Jasa Marga melaporkan kepadatan di KM 76 hingga KM 120, dengan waktu tempuh meningkat hingga 2-3 kali lipat. Namun, menariknya, respons publik minim kemarahan.
Tidak ada hujatan massal di media sosial, tak seperti saat kemacetan akibat demo buruh, seperti yang dialami istri Ridwan Kamil yang terjebak 3 jam dan memicu simpati ribuan netizen.
Wahyu Hidayat, pendiri Spirit Binokasih, menyoroti ketimpangan ini: mengapa macet akibat libur diterima, tapi aksi buruh untuk upah layak menuai cercaan?

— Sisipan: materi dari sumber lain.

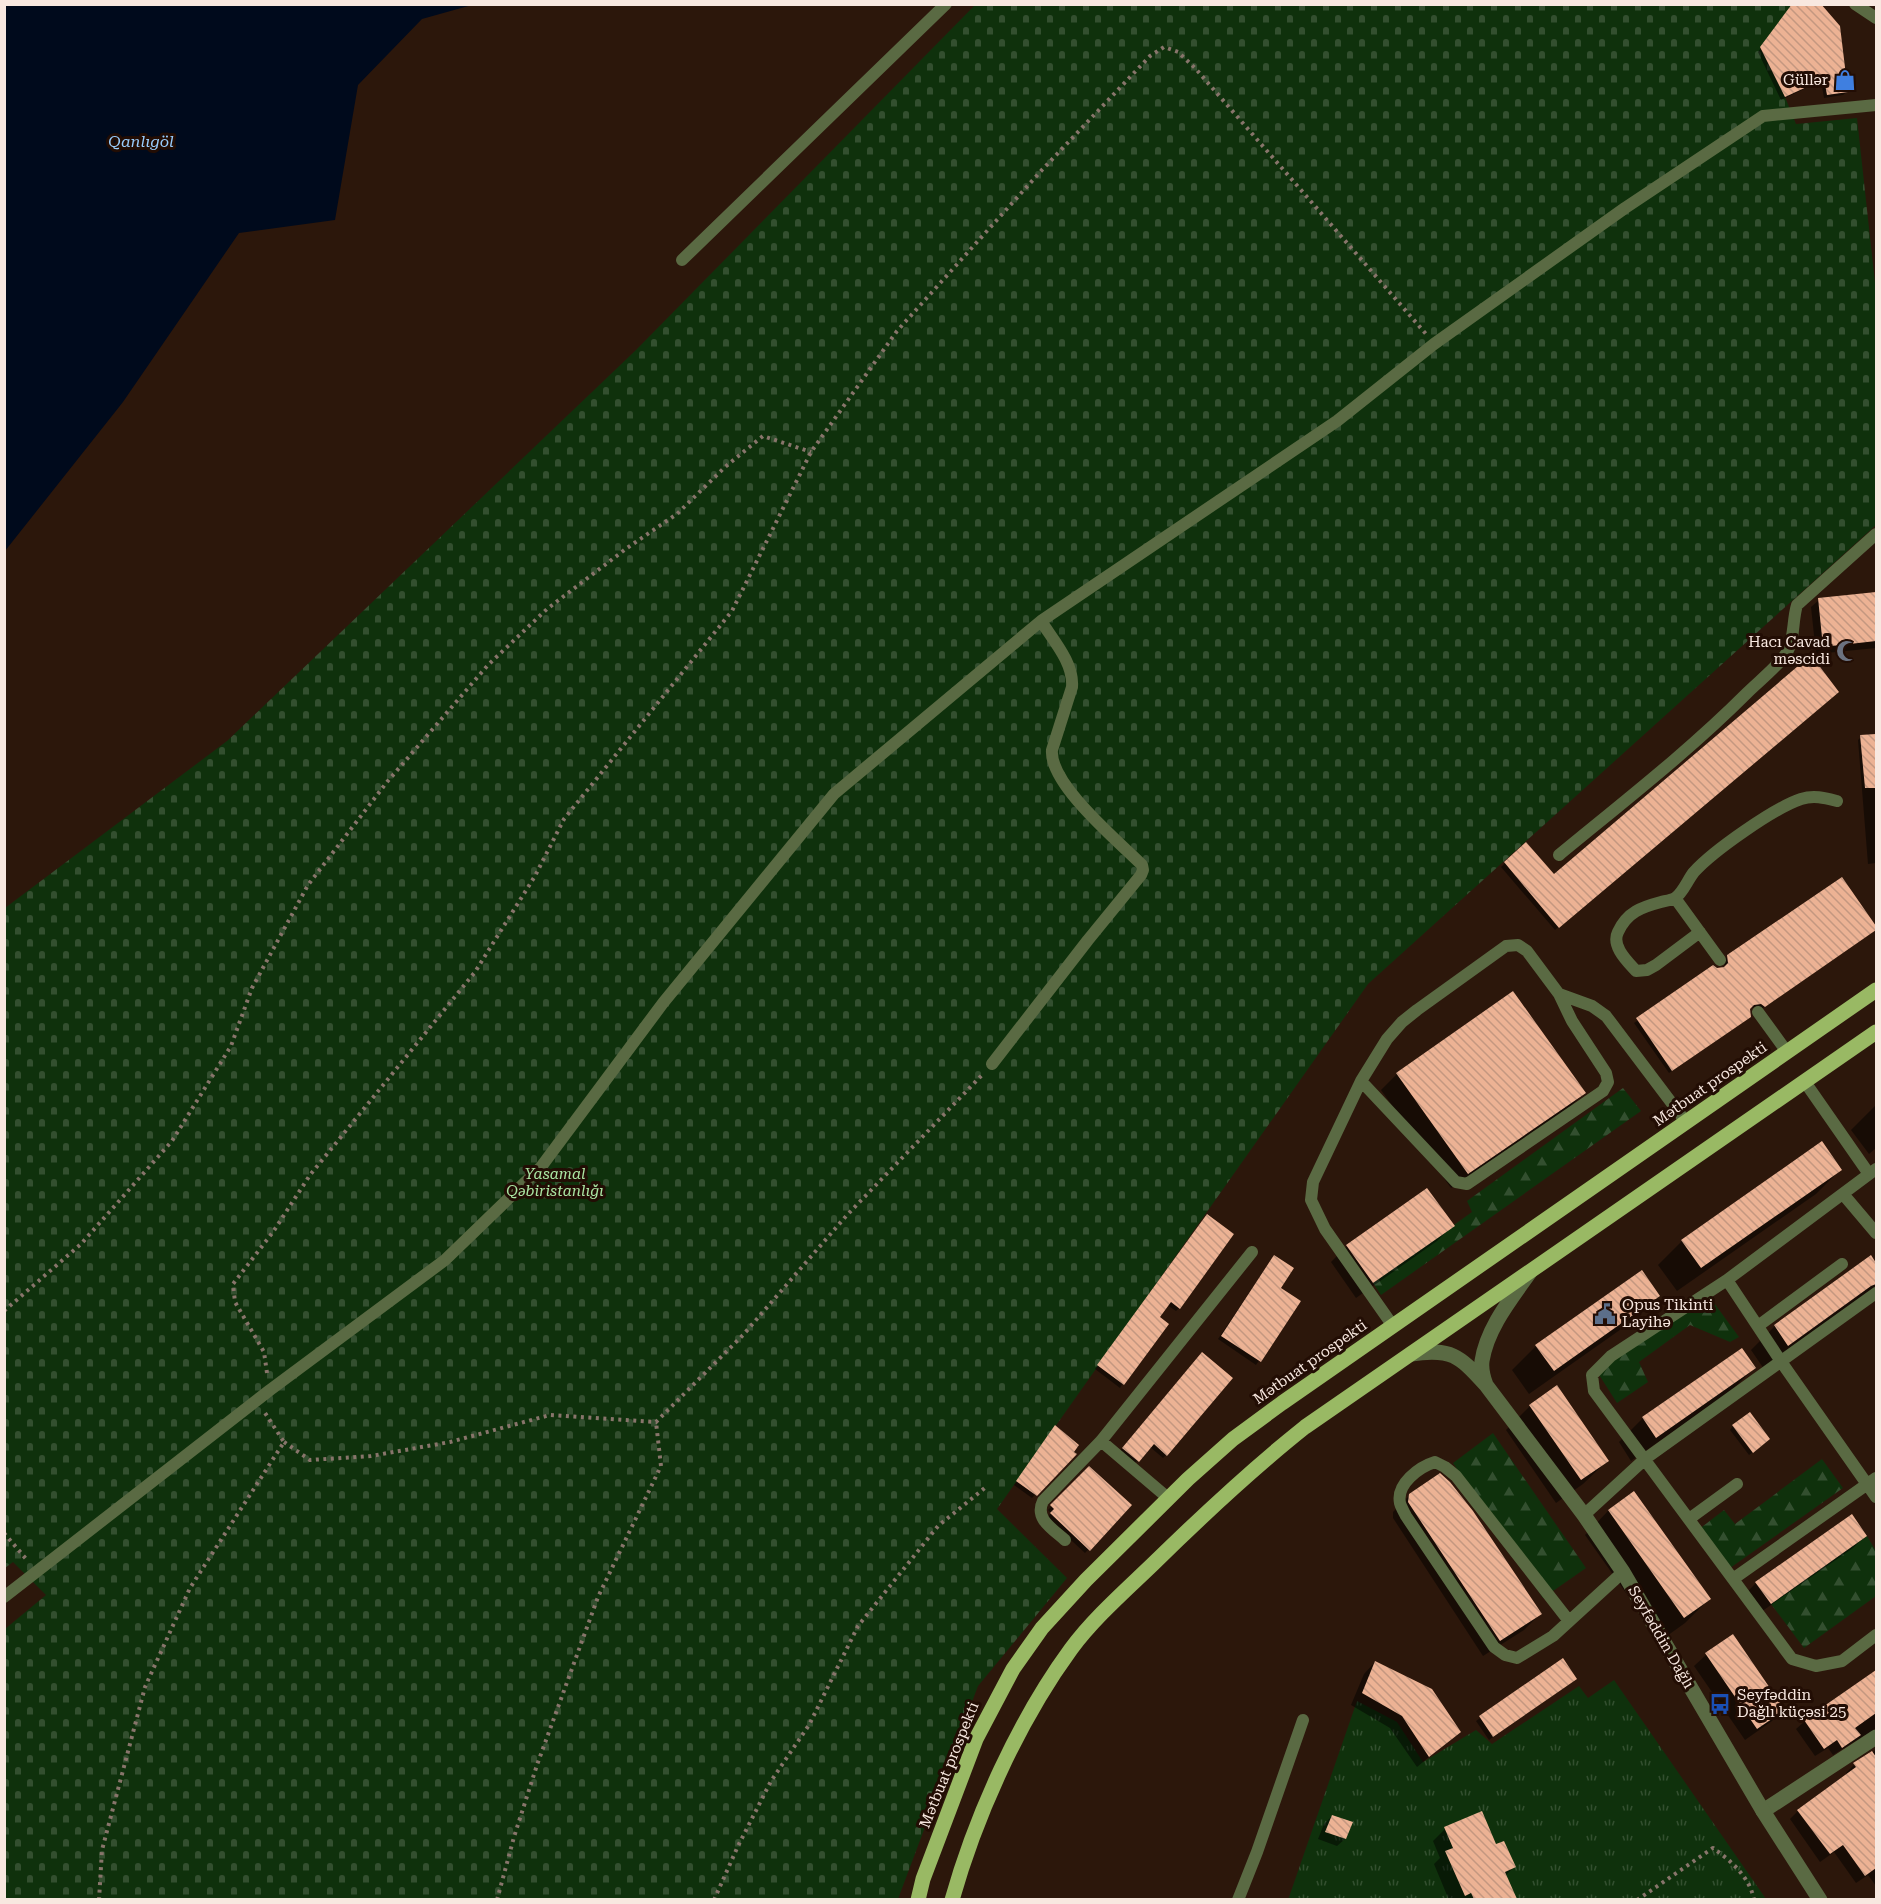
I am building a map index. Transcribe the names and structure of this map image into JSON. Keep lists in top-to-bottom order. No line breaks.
{"streets":{"main road":["Mətbuat prospekti"],"street":["Seyfəddin Dağlı"]},"water":["Qanlıgöl"],"parks":["Yasamal Qəbiristanlığı"],"places":{"shop":["Güllər"],"mosque":["Hacı Cavad məscidi"],"public building":["Opus Tikinti Layihə"],"bus stop":["Seyfəddin Dağlı küçəsi 25"]}}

Data Badan Pusat Statistik (BPS) 2024 menunjukkan upah rata-rata buruh di Jawa Barat hanya Rp3,2 juta/bulan, jauh di bawah kebutuhan hidup layak (KHL) Rp4,5 juta.
Ketika dialog dengan PJ Gubernur gagal, buruh terpaksa berdemo untuk menekan pemerintah. Aksi ini sering menyebabkan macet, seperti di Tol Cipularang pada 2023, yang memicu kemarahan publik.
Namun, laporan Jasa Marga menyebut kemacetan libur Natal 2024 di Cipularang mencapai 15 km tanpa protes berarti. Mengapa? Karena publik menganggap libur atau proyek infrastruktur sebagai “kepentingan bersama”, sementara perjuangan buruh dipandang sebagai “gangguan publik”.
Fakta ini menggambarkan ketidakadilan sosial. Buruh, yang menyumbang 60% PDB Jawa Barat melalui sektor industri, justru dihakimi saat menuntut hak paling mendasarnya.
Upah adalah urat jadi buruh. Padahal, tanpa mereka, roda ekonomi akan terhenti. Wahyu Hidayat menegaskan, publik harus melihat buruh sebagai pahlawan, bukan pengacau.
Jika kita bisa memahami macet akibat libur, kita juga harus memahami perjuangan buruh. Mari dukung keadilan sosial dengan mendengar suara mereka, bukan menghujat.